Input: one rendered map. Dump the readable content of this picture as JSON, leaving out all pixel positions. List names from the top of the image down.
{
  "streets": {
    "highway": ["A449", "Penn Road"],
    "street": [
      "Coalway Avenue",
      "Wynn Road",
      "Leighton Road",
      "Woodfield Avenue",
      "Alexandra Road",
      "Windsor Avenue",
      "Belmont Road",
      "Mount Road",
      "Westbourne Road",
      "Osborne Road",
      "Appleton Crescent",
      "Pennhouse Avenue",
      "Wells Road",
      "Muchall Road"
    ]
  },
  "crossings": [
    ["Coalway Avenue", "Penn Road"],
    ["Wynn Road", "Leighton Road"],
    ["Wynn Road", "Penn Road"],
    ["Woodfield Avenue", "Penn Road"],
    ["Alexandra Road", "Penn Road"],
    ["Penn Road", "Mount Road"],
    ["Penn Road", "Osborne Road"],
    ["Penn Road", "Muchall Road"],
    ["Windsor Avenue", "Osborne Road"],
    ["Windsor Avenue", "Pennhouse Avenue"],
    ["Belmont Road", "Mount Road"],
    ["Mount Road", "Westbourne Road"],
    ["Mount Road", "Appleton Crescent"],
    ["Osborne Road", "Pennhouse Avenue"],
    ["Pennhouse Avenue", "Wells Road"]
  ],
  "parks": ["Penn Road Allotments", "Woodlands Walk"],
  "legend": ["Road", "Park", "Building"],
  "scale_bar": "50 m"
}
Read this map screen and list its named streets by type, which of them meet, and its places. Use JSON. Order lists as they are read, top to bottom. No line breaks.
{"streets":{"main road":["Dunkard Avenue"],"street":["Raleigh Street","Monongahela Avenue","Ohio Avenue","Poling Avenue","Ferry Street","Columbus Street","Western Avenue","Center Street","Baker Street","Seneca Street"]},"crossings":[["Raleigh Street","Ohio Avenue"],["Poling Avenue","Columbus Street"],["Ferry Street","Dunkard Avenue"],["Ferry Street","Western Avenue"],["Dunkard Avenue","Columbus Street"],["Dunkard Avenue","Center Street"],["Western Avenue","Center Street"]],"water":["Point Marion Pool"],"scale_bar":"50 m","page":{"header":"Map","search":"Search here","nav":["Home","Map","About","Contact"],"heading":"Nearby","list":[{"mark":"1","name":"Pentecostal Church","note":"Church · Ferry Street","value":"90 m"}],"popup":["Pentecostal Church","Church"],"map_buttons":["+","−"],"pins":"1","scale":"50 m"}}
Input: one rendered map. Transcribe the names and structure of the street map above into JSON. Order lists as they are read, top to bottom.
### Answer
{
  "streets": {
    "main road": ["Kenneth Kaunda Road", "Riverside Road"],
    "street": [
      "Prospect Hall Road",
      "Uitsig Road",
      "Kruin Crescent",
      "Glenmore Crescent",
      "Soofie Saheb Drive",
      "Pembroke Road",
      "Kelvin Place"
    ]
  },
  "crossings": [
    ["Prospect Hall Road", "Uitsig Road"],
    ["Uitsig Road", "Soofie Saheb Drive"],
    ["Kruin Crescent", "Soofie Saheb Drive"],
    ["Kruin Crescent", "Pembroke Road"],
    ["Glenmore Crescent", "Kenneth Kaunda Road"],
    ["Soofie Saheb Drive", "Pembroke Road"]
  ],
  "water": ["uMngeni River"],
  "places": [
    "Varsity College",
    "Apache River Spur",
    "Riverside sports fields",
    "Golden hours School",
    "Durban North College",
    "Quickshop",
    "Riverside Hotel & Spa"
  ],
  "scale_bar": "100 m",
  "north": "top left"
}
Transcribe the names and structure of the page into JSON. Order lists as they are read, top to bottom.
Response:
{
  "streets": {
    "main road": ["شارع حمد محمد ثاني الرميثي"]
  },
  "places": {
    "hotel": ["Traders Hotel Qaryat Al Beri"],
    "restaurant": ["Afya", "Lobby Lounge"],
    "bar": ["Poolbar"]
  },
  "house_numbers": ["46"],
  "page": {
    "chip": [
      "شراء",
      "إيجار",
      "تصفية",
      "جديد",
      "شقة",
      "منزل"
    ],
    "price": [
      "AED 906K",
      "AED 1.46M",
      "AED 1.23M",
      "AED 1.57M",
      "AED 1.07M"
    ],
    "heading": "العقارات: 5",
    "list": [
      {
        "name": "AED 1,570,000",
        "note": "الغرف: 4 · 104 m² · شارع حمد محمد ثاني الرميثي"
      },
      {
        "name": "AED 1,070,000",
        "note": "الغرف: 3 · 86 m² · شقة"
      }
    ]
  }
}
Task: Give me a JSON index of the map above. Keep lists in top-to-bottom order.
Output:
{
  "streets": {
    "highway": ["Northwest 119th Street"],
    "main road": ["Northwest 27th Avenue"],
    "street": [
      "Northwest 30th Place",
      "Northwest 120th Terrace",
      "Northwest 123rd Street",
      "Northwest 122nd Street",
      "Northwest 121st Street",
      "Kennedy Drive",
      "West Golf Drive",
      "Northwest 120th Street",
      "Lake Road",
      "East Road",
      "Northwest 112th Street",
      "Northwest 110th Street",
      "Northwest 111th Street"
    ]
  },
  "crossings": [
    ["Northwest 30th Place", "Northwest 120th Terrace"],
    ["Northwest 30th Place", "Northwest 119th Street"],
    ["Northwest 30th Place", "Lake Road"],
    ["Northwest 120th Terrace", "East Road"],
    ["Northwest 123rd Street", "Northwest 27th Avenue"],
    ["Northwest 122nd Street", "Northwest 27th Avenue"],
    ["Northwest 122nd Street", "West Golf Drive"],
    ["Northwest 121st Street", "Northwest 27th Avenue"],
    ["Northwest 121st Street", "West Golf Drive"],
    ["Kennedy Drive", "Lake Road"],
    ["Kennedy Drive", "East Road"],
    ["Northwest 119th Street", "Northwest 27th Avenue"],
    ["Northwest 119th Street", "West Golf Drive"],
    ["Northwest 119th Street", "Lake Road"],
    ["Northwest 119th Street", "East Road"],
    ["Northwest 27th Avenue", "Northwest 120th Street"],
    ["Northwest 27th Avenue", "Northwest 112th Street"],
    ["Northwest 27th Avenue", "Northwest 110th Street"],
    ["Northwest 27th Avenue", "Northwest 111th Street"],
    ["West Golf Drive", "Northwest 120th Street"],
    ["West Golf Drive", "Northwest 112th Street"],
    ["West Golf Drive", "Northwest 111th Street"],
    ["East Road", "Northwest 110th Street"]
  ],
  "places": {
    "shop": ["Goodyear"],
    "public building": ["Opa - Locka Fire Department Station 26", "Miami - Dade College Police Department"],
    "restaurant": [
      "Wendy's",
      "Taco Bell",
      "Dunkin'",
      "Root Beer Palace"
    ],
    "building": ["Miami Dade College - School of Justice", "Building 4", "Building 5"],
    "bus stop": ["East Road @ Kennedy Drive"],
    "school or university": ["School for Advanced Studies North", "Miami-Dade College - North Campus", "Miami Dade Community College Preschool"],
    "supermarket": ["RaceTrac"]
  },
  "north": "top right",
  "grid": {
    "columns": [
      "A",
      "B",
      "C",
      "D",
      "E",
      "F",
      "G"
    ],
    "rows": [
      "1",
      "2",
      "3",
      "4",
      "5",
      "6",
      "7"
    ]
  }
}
══════════════════════════════
## What you have to do
The output is every entry, printed exactly as it reads.

## Response below
Input: one rendered map. Dump the readable content of this picture as JSON, leaving out all pixel positions. List names from the top of the image down.
{
  "streets": {
    "highway": ["A449", "Penn Road"],
    "street": [
      "Coalway Avenue",
      "Wynn Road",
      "Leighton Road",
      "Woodfield Avenue",
      "Alexandra Road",
      "Windsor Avenue",
      "Belmont Road",
      "Mount Road",
      "Westbourne Road",
      "Osborne Road",
      "Appleton Crescent",
      "Pennhouse Avenue",
      "Wells Road",
      "Muchall Road"
    ]
  },
  "crossings": [
    ["Coalway Avenue", "Penn Road"],
    ["Wynn Road", "Leighton Road"],
    ["Wynn Road", "Penn Road"],
    ["Woodfield Avenue", "Penn Road"],
    ["Alexandra Road", "Penn Road"],
    ["Penn Road", "Mount Road"],
    ["Penn Road", "Osborne Road"],
    ["Penn Road", "Muchall Road"],
    ["Windsor Avenue", "Osborne Road"],
    ["Windsor Avenue", "Pennhouse Avenue"],
    ["Belmont Road", "Mount Road"],
    ["Mount Road", "Westbourne Road"],
    ["Mount Road", "Appleton Crescent"],
    ["Osborne Road", "Pennhouse Avenue"],
    ["Pennhouse Avenue", "Wells Road"]
  ],
  "parks": ["Penn Road Allotments", "Woodlands Walk"],
  "legend": ["Road", "Park", "Building"],
  "scale_bar": "50 m"
}
Read this map screen and list its named streets by type, which of them meet, and its places. Use JSON. Order lists as they are read, top to bottom. No line breaks.
{"streets":{"main road":["Dunkard Avenue"],"street":["Raleigh Street","Monongahela Avenue","Ohio Avenue","Poling Avenue","Ferry Street","Columbus Street","Western Avenue","Center Street","Baker Street","Seneca Street"]},"crossings":[["Raleigh Street","Ohio Avenue"],["Poling Avenue","Columbus Street"],["Ferry Street","Dunkard Avenue"],["Ferry Street","Western Avenue"],["Dunkard Avenue","Columbus Street"],["Dunkard Avenue","Center Street"],["Western Avenue","Center Street"]],"water":["Point Marion Pool"],"scale_bar":"50 m","page":{"header":"Map","search":"Search here","nav":["Home","Map","About","Contact"],"heading":"Nearby","list":[{"mark":"1","name":"Pentecostal Church","note":"Church · Ferry Street","value":"90 m"}],"popup":["Pentecostal Church","Church"],"map_buttons":["+","−"],"pins":"1","scale":"50 m"}}
Input: one rendered map. Transcribe the names and structure of the street map above into JSON. Order lists as they are read, top to bottom.
### Answer
{
  "streets": {
    "main road": ["Kenneth Kaunda Road", "Riverside Road"],
    "street": [
      "Prospect Hall Road",
      "Uitsig Road",
      "Kruin Crescent",
      "Glenmore Crescent",
      "Soofie Saheb Drive",
      "Pembroke Road",
      "Kelvin Place"
    ]
  },
  "crossings": [
    ["Prospect Hall Road", "Uitsig Road"],
    ["Uitsig Road", "Soofie Saheb Drive"],
    ["Kruin Crescent", "Soofie Saheb Drive"],
    ["Kruin Crescent", "Pembroke Road"],
    ["Glenmore Crescent", "Kenneth Kaunda Road"],
    ["Soofie Saheb Drive", "Pembroke Road"]
  ],
  "water": ["uMngeni River"],
  "places": [
    "Varsity College",
    "Apache River Spur",
    "Riverside sports fields",
    "Golden hours School",
    "Durban North College",
    "Quickshop",
    "Riverside Hotel & Spa"
  ],
  "scale_bar": "100 m",
  "north": "top left"
}
Transcribe the names and structure of the page into JSON. Order lists as they are read, top to bottom.
Response:
{
  "streets": {
    "main road": ["شارع حمد محمد ثاني الرميثي"]
  },
  "places": {
    "hotel": ["Traders Hotel Qaryat Al Beri"],
    "restaurant": ["Afya", "Lobby Lounge"],
    "bar": ["Poolbar"]
  },
  "house_numbers": ["46"],
  "page": {
    "chip": [
      "شراء",
      "إيجار",
      "تصفية",
      "جديد",
      "شقة",
      "منزل"
    ],
    "price": [
      "AED 906K",
      "AED 1.46M",
      "AED 1.23M",
      "AED 1.57M",
      "AED 1.07M"
    ],
    "heading": "العقارات: 5",
    "list": [
      {
        "name": "AED 1,570,000",
        "note": "الغرف: 4 · 104 m² · شارع حمد محمد ثاني الرميثي"
      },
      {
        "name": "AED 1,070,000",
        "note": "الغرف: 3 · 86 m² · شقة"
      }
    ]
  }
}
Task: Give me a JSON index of the map above. Keep lists in top-to-bottom order.
Output:
{
  "streets": {
    "highway": ["Northwest 119th Street"],
    "main road": ["Northwest 27th Avenue"],
    "street": [
      "Northwest 30th Place",
      "Northwest 120th Terrace",
      "Northwest 123rd Street",
      "Northwest 122nd Street",
      "Northwest 121st Street",
      "Kennedy Drive",
      "West Golf Drive",
      "Northwest 120th Street",
      "Lake Road",
      "East Road",
      "Northwest 112th Street",
      "Northwest 110th Street",
      "Northwest 111th Street"
    ]
  },
  "crossings": [
    ["Northwest 30th Place", "Northwest 120th Terrace"],
    ["Northwest 30th Place", "Northwest 119th Street"],
    ["Northwest 30th Place", "Lake Road"],
    ["Northwest 120th Terrace", "East Road"],
    ["Northwest 123rd Street", "Northwest 27th Avenue"],
    ["Northwest 122nd Street", "Northwest 27th Avenue"],
    ["Northwest 122nd Street", "West Golf Drive"],
    ["Northwest 121st Street", "Northwest 27th Avenue"],
    ["Northwest 121st Street", "West Golf Drive"],
    ["Kennedy Drive", "Lake Road"],
    ["Kennedy Drive", "East Road"],
    ["Northwest 119th Street", "Northwest 27th Avenue"],
    ["Northwest 119th Street", "West Golf Drive"],
    ["Northwest 119th Street", "Lake Road"],
    ["Northwest 119th Street", "East Road"],
    ["Northwest 27th Avenue", "Northwest 120th Street"],
    ["Northwest 27th Avenue", "Northwest 112th Street"],
    ["Northwest 27th Avenue", "Northwest 110th Street"],
    ["Northwest 27th Avenue", "Northwest 111th Street"],
    ["West Golf Drive", "Northwest 120th Street"],
    ["West Golf Drive", "Northwest 112th Street"],
    ["West Golf Drive", "Northwest 111th Street"],
    ["East Road", "Northwest 110th Street"]
  ],
  "places": {
    "shop": ["Goodyear"],
    "public building": ["Opa - Locka Fire Department Station 26", "Miami - Dade College Police Department"],
    "restaurant": [
      "Wendy's",
      "Taco Bell",
      "Dunkin'",
      "Root Beer Palace"
    ],
    "building": ["Miami Dade College - School of Justice", "Building 4", "Building 5"],
    "bus stop": ["East Road @ Kennedy Drive"],
    "school or university": ["School for Advanced Studies North", "Miami-Dade College - North Campus", "Miami Dade Community College Preschool"],
    "supermarket": ["RaceTrac"]
  },
  "north": "top right",
  "grid": {
    "columns": [
      "A",
      "B",
      "C",
      "D",
      "E",
      "F",
      "G"
    ],
    "rows": [
      "1",
      "2",
      "3",
      "4",
      "5",
      "6",
      "7"
    ]
  }
}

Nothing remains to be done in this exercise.